=== Section Start ===
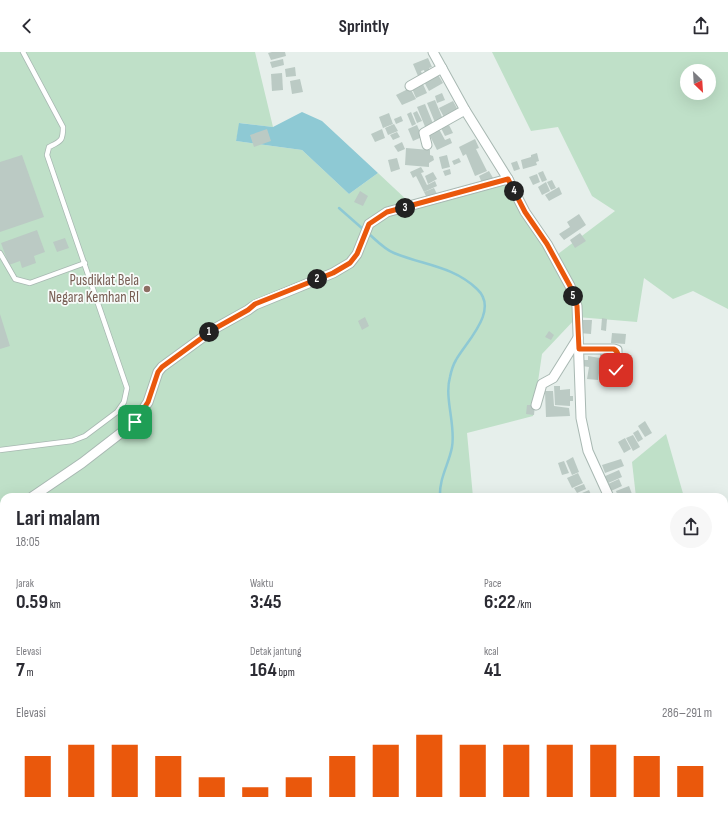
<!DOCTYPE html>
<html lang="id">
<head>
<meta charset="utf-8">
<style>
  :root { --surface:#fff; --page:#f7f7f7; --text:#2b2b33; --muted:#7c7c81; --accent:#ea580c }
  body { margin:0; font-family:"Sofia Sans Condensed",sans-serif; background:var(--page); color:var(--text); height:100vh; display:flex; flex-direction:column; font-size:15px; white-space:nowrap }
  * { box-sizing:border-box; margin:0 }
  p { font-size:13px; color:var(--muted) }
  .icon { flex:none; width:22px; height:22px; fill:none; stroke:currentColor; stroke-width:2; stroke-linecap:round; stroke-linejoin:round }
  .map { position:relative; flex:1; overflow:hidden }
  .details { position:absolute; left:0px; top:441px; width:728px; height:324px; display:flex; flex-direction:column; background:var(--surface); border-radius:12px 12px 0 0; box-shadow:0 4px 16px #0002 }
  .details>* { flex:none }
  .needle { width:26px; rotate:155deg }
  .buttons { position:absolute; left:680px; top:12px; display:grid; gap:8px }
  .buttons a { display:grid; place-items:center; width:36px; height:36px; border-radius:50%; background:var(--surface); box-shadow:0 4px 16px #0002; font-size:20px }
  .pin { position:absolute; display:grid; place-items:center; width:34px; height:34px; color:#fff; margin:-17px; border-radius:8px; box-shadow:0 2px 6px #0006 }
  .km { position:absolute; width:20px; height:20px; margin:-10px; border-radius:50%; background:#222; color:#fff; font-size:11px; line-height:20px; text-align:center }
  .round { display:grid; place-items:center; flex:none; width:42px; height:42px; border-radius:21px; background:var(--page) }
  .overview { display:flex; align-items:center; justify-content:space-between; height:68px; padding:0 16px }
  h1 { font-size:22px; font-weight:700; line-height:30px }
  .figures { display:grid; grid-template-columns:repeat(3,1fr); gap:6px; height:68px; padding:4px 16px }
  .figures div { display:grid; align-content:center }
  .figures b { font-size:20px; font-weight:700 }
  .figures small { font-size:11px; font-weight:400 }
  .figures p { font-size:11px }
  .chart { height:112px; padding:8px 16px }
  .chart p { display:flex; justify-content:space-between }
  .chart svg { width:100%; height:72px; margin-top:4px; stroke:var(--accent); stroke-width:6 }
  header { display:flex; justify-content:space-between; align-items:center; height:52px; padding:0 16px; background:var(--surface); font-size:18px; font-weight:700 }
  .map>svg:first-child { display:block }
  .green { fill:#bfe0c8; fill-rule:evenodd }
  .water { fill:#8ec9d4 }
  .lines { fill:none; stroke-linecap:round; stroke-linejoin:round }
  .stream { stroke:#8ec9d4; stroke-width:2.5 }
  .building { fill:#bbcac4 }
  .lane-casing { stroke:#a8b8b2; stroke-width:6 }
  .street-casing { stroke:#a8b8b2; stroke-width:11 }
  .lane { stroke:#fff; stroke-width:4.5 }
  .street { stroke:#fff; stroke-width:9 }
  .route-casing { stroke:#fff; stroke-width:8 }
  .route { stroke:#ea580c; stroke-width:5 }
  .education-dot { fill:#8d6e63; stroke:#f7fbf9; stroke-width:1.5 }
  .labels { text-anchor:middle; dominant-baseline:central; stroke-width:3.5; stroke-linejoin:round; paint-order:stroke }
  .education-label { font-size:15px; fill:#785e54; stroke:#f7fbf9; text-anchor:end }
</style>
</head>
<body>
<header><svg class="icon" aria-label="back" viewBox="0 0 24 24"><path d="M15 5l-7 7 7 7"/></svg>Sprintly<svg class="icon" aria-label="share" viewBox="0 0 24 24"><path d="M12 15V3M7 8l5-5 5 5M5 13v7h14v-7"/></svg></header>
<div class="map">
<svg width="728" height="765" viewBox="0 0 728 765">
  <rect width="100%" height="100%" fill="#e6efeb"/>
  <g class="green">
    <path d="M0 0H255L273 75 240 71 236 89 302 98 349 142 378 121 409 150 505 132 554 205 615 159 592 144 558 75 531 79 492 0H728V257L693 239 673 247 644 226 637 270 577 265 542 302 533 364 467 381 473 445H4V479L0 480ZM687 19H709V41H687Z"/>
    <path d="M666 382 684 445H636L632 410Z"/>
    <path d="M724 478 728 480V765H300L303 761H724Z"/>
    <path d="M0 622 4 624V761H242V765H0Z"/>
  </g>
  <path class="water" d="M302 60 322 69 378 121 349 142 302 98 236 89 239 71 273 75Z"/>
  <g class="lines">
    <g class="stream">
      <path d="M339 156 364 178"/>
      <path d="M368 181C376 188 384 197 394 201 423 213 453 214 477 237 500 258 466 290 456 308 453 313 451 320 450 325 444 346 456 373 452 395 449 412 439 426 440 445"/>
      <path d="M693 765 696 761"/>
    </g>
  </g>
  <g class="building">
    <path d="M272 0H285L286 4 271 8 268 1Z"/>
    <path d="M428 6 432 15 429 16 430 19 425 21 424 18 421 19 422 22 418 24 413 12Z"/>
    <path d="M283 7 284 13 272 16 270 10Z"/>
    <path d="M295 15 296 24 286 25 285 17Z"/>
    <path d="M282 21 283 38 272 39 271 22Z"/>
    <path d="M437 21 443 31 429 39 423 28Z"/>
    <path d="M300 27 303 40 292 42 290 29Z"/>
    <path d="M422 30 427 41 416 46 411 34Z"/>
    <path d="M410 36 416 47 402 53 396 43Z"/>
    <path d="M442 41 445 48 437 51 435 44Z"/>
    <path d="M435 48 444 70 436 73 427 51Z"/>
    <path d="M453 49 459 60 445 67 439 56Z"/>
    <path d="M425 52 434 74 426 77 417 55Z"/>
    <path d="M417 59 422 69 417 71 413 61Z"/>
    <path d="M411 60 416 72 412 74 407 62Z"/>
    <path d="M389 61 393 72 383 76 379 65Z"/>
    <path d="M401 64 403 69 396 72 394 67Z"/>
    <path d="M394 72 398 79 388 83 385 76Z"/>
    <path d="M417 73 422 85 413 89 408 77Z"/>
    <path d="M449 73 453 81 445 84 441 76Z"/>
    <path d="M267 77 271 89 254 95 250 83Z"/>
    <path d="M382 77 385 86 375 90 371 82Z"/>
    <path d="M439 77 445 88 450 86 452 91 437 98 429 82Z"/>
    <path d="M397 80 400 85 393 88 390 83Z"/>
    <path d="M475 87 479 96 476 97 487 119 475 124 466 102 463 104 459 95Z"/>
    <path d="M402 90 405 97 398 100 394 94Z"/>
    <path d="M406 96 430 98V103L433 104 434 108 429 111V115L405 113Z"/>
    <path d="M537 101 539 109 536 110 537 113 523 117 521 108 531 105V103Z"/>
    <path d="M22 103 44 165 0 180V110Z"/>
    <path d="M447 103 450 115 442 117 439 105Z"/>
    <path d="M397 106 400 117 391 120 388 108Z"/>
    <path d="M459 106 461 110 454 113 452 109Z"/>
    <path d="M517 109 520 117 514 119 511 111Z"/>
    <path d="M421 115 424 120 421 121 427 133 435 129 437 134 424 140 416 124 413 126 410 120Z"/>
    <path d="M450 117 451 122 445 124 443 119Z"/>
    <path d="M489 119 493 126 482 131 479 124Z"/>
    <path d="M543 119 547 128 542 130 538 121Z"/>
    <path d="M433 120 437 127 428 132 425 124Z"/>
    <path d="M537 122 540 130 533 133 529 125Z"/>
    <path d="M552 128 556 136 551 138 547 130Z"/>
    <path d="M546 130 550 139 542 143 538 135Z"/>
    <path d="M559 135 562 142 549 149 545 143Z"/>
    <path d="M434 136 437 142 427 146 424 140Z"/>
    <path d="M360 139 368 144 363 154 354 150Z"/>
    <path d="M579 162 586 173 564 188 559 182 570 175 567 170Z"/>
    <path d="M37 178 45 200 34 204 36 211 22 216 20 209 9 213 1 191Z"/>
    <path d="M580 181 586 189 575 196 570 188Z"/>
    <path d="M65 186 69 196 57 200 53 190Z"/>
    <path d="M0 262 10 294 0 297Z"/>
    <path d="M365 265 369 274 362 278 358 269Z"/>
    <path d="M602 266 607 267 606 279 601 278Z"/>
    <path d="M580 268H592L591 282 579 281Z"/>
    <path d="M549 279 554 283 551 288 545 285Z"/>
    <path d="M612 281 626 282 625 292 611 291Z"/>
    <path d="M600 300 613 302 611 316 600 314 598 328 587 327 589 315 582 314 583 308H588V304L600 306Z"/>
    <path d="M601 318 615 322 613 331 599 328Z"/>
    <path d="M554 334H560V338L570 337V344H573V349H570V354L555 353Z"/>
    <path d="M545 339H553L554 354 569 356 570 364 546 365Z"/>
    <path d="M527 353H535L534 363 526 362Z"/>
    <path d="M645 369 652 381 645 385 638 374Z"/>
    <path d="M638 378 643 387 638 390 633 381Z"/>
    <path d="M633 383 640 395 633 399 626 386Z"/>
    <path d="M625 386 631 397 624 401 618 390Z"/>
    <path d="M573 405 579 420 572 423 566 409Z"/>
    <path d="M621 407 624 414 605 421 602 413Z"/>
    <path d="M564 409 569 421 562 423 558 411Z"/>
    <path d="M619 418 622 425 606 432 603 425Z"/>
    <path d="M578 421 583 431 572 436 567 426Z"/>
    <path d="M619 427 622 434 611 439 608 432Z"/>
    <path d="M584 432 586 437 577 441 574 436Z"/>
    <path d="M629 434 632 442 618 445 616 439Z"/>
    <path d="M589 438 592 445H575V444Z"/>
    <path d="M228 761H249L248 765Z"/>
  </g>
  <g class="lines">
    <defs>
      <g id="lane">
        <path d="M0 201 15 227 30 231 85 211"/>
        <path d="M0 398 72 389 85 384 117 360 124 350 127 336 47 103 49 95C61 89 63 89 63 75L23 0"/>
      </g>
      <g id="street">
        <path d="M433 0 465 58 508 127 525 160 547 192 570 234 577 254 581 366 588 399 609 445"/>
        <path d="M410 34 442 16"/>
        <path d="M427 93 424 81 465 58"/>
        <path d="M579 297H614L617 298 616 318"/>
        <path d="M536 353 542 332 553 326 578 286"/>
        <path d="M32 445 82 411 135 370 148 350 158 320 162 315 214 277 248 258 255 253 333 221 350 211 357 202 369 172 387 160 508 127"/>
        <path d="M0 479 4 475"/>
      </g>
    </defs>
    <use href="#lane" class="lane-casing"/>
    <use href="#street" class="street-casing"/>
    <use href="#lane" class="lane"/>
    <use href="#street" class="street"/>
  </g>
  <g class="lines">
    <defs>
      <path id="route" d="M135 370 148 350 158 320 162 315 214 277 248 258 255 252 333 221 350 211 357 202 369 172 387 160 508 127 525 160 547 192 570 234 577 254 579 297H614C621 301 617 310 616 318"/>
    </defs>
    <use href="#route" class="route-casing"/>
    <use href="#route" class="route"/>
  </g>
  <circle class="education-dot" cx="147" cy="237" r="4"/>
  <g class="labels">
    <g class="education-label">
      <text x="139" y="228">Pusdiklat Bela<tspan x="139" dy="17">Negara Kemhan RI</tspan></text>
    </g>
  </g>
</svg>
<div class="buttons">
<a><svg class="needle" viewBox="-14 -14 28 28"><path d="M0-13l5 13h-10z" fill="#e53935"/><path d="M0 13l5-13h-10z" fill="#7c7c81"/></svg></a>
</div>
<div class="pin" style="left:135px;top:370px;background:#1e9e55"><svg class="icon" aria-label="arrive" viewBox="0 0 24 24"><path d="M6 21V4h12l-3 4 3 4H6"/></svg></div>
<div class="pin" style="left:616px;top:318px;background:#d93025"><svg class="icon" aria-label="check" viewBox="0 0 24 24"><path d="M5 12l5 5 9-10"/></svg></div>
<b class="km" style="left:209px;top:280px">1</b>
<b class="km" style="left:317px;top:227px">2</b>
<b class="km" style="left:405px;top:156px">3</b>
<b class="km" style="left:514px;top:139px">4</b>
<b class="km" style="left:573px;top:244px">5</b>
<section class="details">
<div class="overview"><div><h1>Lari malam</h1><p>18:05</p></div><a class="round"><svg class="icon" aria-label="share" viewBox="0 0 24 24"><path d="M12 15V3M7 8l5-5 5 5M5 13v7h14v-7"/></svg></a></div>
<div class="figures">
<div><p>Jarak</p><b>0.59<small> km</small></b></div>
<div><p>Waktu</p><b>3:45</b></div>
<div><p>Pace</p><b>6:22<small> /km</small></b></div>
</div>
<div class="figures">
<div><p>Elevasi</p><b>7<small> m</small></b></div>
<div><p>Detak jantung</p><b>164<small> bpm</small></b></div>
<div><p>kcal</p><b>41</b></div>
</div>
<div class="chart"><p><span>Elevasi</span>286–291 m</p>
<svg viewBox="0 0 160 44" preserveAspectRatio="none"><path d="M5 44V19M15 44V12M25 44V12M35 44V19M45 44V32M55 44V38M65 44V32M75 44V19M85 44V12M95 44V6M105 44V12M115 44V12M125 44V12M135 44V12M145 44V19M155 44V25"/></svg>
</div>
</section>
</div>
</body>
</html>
=== Section End ===
=== Section Start ===
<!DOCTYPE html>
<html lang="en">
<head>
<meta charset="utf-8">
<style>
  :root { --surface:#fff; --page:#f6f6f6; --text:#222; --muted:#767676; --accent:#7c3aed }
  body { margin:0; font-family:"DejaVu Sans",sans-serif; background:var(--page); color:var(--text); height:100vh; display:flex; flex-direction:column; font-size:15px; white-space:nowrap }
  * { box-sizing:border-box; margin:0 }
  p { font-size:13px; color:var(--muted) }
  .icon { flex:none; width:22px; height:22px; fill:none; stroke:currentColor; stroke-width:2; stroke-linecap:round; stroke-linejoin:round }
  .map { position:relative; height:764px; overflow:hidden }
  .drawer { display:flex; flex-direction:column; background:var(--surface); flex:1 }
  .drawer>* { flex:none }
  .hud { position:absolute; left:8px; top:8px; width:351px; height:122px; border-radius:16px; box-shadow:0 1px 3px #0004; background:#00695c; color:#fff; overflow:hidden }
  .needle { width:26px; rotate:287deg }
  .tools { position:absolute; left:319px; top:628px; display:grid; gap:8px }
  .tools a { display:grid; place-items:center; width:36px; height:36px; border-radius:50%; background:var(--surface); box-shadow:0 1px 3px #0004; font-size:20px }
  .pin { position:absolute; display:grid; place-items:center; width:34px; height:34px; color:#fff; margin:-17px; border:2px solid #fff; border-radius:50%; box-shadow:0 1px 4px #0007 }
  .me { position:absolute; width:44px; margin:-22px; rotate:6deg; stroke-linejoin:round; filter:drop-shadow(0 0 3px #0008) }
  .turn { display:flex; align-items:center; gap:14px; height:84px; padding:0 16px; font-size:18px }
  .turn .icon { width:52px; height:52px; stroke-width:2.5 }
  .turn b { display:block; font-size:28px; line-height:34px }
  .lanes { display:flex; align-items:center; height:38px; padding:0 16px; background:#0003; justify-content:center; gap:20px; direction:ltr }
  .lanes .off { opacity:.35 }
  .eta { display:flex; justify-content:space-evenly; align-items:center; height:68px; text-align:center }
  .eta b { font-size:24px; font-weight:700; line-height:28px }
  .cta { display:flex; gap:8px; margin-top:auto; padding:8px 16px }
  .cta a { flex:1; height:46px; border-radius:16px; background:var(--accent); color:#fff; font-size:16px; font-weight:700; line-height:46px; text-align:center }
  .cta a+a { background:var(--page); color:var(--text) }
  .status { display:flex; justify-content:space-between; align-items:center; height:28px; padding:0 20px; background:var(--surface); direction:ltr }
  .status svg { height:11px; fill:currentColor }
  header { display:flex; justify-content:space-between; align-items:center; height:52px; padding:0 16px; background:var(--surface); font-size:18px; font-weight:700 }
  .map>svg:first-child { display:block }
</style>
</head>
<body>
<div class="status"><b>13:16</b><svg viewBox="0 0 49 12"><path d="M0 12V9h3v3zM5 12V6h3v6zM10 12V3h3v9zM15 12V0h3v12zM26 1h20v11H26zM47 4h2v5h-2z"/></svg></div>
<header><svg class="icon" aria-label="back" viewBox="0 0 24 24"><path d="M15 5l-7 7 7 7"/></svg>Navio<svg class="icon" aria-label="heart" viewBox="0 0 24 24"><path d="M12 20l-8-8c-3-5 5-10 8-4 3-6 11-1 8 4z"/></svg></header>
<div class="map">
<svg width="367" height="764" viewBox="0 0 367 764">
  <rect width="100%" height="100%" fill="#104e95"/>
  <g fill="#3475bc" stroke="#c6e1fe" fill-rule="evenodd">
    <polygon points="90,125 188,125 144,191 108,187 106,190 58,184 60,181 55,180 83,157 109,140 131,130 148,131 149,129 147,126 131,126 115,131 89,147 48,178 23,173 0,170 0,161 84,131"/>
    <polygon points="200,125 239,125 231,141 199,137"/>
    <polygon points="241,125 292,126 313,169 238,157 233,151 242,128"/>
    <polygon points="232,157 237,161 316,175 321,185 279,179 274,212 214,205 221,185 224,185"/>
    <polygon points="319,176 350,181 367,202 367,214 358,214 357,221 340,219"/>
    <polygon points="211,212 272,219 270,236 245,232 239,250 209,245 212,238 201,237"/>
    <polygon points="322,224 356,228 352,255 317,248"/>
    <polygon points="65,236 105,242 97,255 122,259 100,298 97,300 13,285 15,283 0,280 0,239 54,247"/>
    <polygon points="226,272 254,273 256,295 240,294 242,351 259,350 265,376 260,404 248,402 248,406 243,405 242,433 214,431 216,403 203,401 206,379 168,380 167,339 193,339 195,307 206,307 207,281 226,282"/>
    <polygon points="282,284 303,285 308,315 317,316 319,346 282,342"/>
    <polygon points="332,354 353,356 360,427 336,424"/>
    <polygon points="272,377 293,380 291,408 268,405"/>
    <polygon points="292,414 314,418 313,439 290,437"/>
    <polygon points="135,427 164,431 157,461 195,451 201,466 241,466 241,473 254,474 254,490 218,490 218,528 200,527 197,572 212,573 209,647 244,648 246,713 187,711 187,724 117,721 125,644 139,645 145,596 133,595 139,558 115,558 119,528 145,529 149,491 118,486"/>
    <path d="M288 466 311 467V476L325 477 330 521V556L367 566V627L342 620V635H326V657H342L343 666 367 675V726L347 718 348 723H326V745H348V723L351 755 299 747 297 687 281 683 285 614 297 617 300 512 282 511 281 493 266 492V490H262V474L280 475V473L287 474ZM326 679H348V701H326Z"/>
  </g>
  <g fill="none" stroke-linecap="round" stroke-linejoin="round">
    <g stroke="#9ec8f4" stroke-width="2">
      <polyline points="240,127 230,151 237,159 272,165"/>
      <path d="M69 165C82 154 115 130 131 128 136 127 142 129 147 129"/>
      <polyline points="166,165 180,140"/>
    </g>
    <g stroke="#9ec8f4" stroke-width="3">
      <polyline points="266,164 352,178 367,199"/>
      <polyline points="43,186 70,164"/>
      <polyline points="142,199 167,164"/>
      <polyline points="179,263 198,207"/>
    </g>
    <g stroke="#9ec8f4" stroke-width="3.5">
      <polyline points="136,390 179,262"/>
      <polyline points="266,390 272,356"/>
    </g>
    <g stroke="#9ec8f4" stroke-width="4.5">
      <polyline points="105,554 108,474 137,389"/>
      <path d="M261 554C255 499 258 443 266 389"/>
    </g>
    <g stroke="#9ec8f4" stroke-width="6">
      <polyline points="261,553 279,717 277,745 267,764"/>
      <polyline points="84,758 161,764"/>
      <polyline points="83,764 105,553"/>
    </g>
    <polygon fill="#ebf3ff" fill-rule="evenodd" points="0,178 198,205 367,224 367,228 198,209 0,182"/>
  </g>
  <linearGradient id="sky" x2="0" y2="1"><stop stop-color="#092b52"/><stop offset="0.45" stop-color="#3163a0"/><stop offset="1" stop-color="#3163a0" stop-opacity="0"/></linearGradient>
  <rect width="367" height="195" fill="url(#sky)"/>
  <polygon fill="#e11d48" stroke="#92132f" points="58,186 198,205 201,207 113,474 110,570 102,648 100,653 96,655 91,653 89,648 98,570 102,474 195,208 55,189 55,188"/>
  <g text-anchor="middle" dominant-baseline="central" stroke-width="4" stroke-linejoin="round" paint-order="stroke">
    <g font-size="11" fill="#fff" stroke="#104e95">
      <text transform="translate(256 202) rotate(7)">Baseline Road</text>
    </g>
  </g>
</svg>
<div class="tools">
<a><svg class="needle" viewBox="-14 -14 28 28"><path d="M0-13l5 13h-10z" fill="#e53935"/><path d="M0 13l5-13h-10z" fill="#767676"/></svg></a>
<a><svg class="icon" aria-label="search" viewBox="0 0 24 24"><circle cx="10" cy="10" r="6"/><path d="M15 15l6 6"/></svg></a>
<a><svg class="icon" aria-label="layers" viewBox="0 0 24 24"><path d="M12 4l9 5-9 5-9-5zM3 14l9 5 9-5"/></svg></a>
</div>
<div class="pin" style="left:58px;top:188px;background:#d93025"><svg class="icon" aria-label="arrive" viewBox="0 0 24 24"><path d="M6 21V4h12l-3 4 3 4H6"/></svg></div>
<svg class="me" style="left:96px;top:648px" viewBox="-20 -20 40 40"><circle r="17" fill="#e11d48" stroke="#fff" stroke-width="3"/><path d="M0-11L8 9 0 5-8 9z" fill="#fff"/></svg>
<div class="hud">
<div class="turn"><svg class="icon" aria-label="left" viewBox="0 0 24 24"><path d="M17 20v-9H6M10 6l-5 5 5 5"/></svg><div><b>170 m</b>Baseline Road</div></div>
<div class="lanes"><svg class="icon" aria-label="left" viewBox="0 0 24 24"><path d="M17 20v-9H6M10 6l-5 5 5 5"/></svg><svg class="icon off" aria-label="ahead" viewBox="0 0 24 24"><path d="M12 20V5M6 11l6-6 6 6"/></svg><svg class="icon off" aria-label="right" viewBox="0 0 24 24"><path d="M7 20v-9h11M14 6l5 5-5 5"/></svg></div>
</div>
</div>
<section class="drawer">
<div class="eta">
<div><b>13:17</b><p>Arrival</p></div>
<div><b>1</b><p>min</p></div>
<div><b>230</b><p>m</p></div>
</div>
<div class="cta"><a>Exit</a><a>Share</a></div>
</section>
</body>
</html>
=== Section End ===
▶ **What to do**: Search the material above for "family". Pull out each line where it shows up.

▶ **Final answer**:
  body { margin:0; font-family:"Sofia Sans Condensed",sans-serif; background:var(--page); color:var(--text); height:100vh; display:flex; flex-direction:column; font-size:15px; white-space:nowrap }
  body { margin:0; font-family:"DejaVu Sans",sans-serif; background:var(--page); color:var(--text); height:100vh; display:flex; flex-direction:column; font-size:15px; white-space:nowrap }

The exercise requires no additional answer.